How have all the factors above been brought together to estimate a fair value?
  • The analysts have a consensus price target of $101.54 for Otis Worldwide based on their expectations of its future earnings growth, profit margins and other risk factors. However, there is a degree of disagreement amongst analysts, with the most bullish reporting a price target of $120.0, and the most bearish reporting a price target of just $79.0.
  • In order for you to agree with the analyst's consensus, you'd need to believe that by 2027, revenues will be $15.8 billion, earnings will come to $1.9 billion, and it would be trading on a PE ratio of 25.8x, assuming you use a discount rate of 7.1%.
  • Given the current share price of $100.39, the analyst's price target of $101.54 is 1.1% higher. The relatively low difference between the current share price and the analyst consensus price target indicates that they believe on average, the company is fairly priced.
  • We always encourage you to reach your own conclusions though. So sense check these analyst numbers against your own assumptions and expectations based on your understanding of the business and what you believe is probable.

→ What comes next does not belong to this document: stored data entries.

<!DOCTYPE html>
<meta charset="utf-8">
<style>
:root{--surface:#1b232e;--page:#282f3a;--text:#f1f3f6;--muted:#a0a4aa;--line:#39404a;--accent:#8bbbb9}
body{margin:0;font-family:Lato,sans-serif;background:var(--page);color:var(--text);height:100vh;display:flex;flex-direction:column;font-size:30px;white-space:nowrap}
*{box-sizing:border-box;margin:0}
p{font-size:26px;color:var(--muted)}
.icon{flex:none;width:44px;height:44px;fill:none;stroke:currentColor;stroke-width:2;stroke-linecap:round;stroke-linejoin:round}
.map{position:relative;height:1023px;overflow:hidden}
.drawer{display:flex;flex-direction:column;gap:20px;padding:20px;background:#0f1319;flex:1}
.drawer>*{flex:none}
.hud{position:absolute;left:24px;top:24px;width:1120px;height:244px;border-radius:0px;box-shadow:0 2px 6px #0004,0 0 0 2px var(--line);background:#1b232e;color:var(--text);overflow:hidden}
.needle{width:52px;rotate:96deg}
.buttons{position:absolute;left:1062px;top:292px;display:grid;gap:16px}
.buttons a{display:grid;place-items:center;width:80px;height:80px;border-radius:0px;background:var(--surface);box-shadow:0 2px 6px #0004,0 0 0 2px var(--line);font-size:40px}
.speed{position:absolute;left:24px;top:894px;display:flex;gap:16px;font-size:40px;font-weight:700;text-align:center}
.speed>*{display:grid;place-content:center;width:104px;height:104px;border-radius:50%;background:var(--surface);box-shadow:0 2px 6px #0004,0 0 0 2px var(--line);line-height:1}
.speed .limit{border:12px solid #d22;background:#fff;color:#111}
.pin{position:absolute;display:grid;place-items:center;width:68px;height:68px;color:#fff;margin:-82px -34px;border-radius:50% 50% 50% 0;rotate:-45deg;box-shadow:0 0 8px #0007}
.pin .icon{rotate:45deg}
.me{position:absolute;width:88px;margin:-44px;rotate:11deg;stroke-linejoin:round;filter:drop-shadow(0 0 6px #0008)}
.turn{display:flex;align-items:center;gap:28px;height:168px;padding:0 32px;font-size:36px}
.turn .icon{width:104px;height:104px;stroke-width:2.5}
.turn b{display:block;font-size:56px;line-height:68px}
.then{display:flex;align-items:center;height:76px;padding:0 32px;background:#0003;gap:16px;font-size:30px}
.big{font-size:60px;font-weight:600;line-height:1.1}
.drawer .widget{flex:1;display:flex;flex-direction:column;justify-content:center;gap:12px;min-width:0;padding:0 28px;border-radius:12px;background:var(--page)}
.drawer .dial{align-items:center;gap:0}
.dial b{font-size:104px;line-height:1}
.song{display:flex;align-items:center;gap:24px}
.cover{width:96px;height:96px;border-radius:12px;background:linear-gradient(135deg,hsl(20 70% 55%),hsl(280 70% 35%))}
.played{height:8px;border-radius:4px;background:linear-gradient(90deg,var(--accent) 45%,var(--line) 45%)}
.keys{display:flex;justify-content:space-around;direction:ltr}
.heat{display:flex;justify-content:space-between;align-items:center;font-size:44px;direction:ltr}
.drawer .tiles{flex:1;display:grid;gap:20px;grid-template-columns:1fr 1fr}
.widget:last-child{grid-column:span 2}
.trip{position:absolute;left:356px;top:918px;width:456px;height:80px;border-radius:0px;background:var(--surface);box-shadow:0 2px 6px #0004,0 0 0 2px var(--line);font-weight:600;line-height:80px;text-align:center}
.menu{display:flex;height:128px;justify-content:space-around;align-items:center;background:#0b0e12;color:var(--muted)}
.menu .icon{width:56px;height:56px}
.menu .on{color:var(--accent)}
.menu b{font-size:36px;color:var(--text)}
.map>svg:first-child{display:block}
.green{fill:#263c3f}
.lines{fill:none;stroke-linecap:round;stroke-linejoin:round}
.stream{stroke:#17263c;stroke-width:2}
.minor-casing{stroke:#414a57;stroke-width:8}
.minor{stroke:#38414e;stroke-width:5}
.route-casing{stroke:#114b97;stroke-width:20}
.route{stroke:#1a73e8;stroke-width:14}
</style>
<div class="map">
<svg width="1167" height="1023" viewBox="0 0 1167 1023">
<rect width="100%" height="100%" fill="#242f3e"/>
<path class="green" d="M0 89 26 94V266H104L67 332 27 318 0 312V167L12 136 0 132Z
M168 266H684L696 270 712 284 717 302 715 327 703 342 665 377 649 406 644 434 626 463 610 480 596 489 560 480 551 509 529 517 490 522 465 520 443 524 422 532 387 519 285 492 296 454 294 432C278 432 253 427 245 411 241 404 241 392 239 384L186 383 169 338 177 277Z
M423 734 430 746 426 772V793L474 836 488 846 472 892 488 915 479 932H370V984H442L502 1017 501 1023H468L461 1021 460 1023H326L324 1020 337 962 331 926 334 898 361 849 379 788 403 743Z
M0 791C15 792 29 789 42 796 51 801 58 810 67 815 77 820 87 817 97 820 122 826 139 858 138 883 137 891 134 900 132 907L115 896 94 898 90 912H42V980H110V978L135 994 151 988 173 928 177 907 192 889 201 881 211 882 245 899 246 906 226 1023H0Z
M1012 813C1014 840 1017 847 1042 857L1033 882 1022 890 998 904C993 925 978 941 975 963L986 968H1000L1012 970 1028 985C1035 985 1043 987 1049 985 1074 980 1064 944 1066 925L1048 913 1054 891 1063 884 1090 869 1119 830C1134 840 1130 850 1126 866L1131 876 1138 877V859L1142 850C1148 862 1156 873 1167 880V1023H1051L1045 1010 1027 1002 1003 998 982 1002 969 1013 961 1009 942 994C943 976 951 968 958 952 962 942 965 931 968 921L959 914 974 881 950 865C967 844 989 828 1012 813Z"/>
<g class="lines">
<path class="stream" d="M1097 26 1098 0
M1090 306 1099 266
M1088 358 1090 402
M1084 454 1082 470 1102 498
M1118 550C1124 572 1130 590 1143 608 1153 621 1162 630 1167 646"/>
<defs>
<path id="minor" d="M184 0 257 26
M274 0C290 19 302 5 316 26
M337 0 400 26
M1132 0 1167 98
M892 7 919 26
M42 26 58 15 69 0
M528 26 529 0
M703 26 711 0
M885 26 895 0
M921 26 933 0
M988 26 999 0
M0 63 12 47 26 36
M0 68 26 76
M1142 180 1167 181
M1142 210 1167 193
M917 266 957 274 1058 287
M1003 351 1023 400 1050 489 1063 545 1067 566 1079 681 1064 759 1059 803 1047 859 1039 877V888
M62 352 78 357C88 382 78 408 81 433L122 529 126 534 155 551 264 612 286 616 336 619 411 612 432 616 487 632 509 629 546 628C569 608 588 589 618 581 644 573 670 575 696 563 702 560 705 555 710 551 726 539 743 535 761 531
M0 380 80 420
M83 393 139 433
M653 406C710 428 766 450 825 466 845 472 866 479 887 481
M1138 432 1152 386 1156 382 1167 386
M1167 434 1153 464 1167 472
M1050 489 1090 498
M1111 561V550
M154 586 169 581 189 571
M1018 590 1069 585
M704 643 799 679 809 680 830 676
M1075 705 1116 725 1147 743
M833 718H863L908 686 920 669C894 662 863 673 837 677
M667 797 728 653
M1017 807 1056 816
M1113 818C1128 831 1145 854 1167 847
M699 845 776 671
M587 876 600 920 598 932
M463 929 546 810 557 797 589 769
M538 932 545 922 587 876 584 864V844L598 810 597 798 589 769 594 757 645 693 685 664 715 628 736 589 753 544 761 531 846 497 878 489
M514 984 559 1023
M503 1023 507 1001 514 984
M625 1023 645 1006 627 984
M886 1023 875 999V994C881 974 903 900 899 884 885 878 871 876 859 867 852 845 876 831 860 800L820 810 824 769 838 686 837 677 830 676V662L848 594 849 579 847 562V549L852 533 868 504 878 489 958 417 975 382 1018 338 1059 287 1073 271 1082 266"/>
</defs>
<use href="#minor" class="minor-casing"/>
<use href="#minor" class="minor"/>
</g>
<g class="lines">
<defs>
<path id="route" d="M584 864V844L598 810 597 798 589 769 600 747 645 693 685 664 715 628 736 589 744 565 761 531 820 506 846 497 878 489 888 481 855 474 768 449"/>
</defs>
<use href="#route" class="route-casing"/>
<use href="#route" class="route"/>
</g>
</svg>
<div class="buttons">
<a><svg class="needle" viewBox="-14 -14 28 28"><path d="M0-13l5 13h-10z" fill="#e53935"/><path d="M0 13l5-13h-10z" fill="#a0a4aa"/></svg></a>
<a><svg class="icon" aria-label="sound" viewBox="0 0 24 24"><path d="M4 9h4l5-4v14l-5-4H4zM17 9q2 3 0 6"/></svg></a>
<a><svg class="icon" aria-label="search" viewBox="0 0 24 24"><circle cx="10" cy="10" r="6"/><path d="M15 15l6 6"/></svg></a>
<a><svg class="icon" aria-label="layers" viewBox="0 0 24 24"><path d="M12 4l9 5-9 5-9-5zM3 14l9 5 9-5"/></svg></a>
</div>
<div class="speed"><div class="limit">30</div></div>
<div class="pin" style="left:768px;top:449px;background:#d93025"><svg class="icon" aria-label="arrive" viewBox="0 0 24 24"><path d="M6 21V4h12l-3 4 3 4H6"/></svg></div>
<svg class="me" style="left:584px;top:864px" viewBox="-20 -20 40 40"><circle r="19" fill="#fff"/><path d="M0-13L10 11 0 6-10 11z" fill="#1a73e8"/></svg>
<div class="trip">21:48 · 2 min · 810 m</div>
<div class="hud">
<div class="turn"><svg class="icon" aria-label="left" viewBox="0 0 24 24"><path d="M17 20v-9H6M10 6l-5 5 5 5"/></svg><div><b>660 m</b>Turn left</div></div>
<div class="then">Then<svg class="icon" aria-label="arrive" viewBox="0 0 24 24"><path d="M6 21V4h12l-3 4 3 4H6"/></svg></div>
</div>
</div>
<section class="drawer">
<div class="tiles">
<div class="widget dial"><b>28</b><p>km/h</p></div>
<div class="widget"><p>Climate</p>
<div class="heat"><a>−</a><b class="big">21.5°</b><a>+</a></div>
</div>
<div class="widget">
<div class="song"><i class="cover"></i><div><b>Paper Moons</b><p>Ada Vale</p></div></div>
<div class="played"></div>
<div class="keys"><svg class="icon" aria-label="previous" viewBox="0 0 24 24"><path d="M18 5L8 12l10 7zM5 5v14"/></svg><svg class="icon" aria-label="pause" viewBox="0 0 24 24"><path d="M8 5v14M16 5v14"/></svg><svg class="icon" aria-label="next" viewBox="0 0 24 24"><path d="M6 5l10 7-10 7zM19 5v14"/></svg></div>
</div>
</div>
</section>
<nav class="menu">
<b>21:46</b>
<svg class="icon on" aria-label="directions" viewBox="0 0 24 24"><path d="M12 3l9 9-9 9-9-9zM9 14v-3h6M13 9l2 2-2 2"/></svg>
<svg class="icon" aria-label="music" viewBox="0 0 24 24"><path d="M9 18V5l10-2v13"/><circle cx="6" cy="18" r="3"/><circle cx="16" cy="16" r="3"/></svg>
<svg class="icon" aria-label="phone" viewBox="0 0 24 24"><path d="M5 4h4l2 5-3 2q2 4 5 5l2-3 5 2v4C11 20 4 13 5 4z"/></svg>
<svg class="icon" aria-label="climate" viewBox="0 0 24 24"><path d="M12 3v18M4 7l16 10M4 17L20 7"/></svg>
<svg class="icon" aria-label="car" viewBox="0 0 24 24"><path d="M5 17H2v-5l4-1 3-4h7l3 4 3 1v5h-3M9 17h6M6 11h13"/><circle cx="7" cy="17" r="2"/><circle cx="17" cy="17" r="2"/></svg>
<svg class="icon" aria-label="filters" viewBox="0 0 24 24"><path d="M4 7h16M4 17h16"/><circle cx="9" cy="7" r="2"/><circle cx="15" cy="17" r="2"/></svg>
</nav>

How well do narratives help inform your perspective?

Disclaimer

Warren A.I. is a tool utilizing a Large Language Model (LLM) that ingests data on consensus price targets, forecasted revenue and earnings figures, as well as the transcripts of earnings calls to produce qualitative analysis. The narratives produced by Warren A.I. are general in nature and are based solely on analyst data and publicly-available material published by the respective companies. These scenarios are not indicative of the company's future performance and are exploratory in nature. Simply Wall St has no position in the company(s) mentioned. The price targets and estimates used are consensus data, and do not constitute a recommendation to buy or sell any stock, and they do not take account of your objectives, or your financial situation. Note that Warren A.I.'s analysis may not factor in the latest price-sensitive company announcements or qualitative material.

Read more narratives

Fair Value
US$101.5
1.1% undervalued intrinsic discount
WarrenAI's Fair Value
Future estimation in
PastFuture02b4b6b8b10b12b14b2017201920212023202420252027Revenue US$15.8bEarnings US$1.9b
% p.a.
Decrease
Increase
Current revenue growth rate
3.56%
Machinery revenue growth rate
0.24%
Simply Wall Street Pty Ltd (ACN 600 056 611), is a Corporate Authorised Representative (Authorised Representative Number: 467183) of Sanlam Private Wealth Pty Ltd (AFSL No. 337927). Any advice contained in this website is general advice only and has been prepared without considering your objectives, financial situation or needs. You should not rely on any advice and/or information contained in this website and before making any investment decision we recommend that you consider whether it is appropriate for your situation and seek appropriate financial, taxation and legal advice. Please read our Financial Services Guide before deciding whether to obtain financial services from us.